### The task
Using the records below, quote only the span that opens with the line containing "M352,371L395,393L382,420L338,398Z" and closes with the line containing "M889,443L921,457L899,509L867,495Z", exactly and inclusively.

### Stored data
↓↓↓
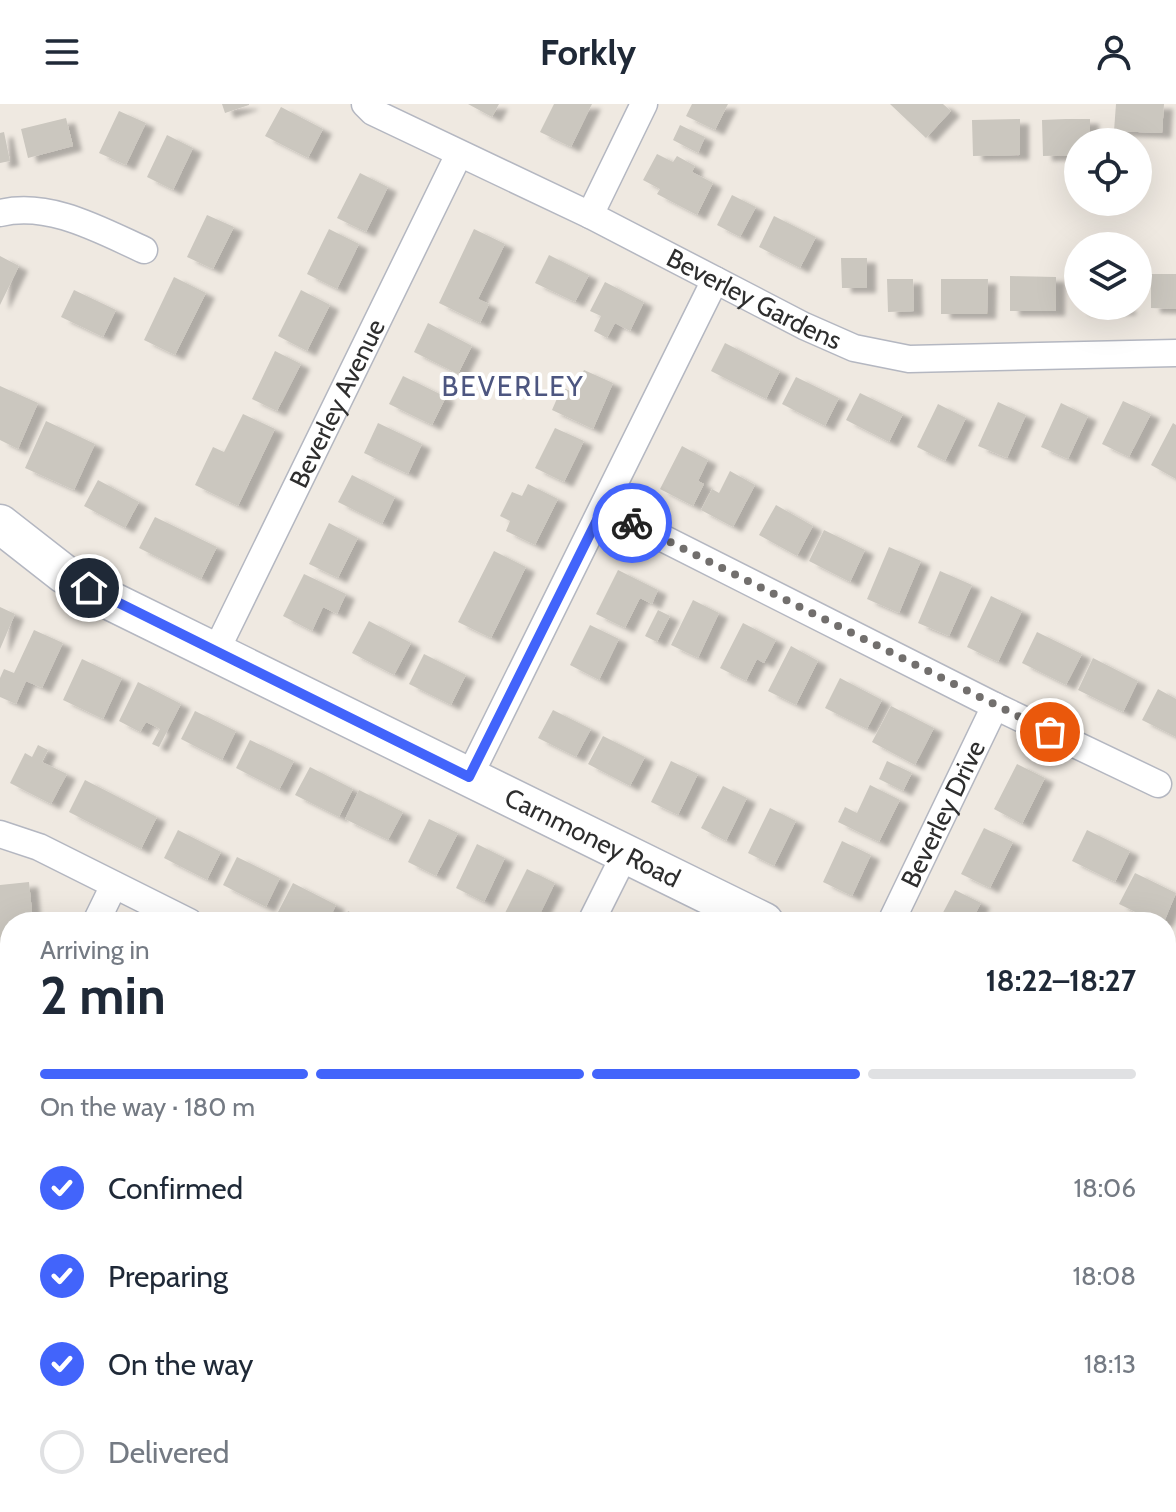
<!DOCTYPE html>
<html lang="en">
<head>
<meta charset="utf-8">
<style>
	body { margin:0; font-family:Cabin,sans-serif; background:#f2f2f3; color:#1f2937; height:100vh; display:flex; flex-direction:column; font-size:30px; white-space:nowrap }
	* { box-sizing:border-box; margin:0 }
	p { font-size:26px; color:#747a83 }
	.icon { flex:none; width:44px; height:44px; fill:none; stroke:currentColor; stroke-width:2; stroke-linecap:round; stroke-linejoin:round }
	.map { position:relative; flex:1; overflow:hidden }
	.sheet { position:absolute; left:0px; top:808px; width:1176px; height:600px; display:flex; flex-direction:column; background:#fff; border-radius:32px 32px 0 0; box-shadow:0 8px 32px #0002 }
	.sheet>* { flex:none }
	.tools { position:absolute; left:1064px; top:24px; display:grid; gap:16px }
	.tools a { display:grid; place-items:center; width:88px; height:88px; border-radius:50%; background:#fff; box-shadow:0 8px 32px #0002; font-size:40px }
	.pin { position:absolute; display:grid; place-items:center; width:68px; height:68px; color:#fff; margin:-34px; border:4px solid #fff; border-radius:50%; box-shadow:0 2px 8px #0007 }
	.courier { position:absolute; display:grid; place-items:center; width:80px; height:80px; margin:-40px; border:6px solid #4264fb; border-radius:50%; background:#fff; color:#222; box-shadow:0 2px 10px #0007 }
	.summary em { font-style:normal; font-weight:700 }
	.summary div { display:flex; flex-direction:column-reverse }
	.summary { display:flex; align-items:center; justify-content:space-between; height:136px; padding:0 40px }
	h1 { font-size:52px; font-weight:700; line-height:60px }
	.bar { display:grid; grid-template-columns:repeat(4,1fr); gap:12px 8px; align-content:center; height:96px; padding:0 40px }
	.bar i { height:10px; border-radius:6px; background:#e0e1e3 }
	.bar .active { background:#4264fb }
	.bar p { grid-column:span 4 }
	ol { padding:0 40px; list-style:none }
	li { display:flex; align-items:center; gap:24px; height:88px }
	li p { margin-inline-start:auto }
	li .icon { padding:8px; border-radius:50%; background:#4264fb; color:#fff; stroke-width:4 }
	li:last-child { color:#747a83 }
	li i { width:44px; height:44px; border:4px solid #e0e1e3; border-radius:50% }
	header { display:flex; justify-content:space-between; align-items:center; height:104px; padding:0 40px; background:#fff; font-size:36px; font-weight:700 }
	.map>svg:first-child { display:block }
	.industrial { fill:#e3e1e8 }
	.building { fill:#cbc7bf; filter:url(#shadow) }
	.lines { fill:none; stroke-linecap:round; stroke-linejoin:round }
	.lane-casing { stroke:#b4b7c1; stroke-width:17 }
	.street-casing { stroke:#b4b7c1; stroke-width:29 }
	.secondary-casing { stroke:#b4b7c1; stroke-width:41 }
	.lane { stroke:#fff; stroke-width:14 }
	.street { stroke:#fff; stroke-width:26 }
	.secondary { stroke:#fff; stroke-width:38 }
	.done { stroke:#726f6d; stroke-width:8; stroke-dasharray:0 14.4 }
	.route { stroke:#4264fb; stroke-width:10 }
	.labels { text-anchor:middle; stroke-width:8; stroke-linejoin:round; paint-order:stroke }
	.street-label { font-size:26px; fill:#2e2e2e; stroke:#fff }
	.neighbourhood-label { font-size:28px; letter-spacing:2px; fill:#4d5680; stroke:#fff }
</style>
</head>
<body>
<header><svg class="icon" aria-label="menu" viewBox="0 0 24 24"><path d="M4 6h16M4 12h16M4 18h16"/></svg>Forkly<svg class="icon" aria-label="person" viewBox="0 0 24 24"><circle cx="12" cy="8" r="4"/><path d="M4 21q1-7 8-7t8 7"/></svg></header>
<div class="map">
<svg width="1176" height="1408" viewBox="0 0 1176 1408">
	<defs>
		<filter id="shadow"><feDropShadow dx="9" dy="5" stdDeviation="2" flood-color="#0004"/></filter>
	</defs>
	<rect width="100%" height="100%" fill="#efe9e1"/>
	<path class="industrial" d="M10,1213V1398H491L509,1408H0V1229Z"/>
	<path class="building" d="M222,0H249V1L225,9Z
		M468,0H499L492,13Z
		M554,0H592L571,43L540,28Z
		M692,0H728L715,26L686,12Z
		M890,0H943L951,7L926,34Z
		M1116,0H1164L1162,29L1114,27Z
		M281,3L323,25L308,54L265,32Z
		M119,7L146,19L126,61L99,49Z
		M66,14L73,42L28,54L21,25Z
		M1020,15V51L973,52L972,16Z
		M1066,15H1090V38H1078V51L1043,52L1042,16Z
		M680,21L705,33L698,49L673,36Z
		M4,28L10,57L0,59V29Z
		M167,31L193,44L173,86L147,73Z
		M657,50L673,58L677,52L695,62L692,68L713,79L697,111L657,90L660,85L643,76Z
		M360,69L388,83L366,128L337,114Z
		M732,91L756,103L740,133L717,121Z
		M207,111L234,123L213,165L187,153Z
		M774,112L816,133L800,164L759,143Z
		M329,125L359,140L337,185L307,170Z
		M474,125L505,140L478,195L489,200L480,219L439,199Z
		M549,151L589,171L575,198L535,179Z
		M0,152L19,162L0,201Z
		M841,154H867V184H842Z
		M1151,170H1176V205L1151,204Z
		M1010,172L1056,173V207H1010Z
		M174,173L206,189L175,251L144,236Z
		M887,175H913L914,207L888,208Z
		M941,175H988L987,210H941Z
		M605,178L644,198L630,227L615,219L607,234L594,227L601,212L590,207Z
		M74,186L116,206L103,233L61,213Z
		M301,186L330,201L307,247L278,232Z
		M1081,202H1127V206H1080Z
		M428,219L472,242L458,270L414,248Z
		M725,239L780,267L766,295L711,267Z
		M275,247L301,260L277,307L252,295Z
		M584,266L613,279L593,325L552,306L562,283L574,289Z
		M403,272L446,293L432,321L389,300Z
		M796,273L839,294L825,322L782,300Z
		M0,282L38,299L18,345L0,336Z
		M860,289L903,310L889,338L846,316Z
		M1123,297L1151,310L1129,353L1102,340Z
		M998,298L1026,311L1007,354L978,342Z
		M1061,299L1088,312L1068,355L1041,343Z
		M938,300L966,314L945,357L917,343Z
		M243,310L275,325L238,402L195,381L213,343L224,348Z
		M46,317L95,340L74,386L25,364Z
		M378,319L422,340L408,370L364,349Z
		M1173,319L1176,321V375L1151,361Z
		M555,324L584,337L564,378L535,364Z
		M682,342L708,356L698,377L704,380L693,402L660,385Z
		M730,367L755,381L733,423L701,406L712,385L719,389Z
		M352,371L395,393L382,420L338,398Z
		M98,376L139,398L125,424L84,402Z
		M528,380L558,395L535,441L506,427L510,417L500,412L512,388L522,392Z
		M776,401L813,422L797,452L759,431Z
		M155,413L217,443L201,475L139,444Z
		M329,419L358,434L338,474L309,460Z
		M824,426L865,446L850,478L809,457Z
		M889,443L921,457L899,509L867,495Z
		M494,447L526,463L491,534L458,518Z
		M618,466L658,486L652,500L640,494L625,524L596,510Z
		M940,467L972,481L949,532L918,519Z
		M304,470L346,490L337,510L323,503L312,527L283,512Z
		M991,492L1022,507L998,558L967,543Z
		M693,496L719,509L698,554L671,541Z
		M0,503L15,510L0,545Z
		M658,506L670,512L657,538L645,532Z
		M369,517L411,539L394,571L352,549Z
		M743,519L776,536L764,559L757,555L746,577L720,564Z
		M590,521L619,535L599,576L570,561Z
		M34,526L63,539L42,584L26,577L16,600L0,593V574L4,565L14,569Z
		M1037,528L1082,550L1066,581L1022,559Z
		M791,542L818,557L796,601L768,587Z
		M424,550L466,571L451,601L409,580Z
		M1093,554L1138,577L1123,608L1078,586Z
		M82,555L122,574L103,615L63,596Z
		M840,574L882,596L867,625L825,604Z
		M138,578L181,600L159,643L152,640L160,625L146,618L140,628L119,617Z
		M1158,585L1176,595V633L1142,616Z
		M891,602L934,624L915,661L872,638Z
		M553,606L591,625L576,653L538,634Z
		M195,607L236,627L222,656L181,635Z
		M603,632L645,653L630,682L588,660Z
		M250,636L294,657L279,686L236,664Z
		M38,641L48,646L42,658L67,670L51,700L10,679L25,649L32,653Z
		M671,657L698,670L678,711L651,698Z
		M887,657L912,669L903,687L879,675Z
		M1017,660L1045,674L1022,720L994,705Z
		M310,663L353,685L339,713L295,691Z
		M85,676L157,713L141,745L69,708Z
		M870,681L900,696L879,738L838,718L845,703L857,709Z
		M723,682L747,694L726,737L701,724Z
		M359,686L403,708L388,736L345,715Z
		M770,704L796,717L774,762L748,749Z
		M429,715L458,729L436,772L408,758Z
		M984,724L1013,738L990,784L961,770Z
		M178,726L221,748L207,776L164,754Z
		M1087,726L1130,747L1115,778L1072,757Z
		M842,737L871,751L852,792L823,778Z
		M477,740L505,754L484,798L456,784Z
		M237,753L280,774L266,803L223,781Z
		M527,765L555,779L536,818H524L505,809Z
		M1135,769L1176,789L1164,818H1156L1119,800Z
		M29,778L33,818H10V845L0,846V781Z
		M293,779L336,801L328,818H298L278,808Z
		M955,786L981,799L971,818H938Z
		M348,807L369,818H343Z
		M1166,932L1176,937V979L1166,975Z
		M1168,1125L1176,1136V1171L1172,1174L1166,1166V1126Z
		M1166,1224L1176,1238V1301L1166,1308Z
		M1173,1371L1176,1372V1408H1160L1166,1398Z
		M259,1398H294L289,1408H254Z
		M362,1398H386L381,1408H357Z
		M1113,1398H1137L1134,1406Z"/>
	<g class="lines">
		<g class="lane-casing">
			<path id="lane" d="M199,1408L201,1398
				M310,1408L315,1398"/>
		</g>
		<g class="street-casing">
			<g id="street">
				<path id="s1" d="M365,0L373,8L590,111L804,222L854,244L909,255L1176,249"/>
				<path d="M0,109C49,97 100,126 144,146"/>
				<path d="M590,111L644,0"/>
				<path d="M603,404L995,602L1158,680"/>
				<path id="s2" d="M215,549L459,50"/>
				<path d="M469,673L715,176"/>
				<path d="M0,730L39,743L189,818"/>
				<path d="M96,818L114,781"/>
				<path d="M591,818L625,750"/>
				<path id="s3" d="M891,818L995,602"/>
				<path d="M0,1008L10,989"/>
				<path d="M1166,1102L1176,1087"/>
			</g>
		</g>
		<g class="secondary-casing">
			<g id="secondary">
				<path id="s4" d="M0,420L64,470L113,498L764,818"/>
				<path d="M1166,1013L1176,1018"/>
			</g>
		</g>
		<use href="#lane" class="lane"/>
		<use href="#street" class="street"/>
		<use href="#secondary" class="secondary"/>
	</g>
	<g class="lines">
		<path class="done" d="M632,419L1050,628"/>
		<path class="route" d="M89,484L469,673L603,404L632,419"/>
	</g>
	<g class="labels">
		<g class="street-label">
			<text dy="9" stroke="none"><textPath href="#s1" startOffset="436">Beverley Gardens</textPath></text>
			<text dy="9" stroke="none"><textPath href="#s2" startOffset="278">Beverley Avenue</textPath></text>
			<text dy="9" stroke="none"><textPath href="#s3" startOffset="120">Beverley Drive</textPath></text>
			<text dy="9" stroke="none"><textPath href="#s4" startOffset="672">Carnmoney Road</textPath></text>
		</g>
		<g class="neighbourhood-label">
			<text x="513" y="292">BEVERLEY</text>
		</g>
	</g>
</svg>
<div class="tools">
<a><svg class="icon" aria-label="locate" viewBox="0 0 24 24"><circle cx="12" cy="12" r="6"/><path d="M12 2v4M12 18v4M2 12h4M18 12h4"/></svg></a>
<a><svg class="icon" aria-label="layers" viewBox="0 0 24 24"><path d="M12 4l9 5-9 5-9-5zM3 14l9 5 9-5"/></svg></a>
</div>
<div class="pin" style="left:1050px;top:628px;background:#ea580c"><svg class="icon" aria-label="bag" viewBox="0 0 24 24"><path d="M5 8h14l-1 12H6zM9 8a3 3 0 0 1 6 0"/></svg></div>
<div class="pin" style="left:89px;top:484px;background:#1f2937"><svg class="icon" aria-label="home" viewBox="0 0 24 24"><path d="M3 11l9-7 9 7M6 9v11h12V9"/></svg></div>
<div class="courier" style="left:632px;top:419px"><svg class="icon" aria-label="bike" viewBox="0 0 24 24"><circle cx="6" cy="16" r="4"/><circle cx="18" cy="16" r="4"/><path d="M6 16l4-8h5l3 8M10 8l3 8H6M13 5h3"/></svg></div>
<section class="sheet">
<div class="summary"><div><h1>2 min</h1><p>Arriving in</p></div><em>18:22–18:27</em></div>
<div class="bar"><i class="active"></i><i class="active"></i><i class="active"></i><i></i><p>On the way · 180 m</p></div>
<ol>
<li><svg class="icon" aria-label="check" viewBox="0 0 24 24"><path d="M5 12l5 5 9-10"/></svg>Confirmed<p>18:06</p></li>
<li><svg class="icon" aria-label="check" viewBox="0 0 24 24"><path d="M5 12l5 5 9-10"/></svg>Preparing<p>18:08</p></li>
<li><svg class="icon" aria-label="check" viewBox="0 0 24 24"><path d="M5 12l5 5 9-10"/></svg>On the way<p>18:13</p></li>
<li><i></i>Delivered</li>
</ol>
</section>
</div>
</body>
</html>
↑↑↑
### Answer for the task
		M352,371L395,393L382,420L338,398Z
		M98,376L139,398L125,424L84,402Z
		M528,380L558,395L535,441L506,427L510,417L500,412L512,388L522,392Z
		M776,401L813,422L797,452L759,431Z
		M155,413L217,443L201,475L139,444Z
		M329,419L358,434L338,474L309,460Z
		M824,426L865,446L850,478L809,457Z
		M889,443L921,457L899,509L867,495Z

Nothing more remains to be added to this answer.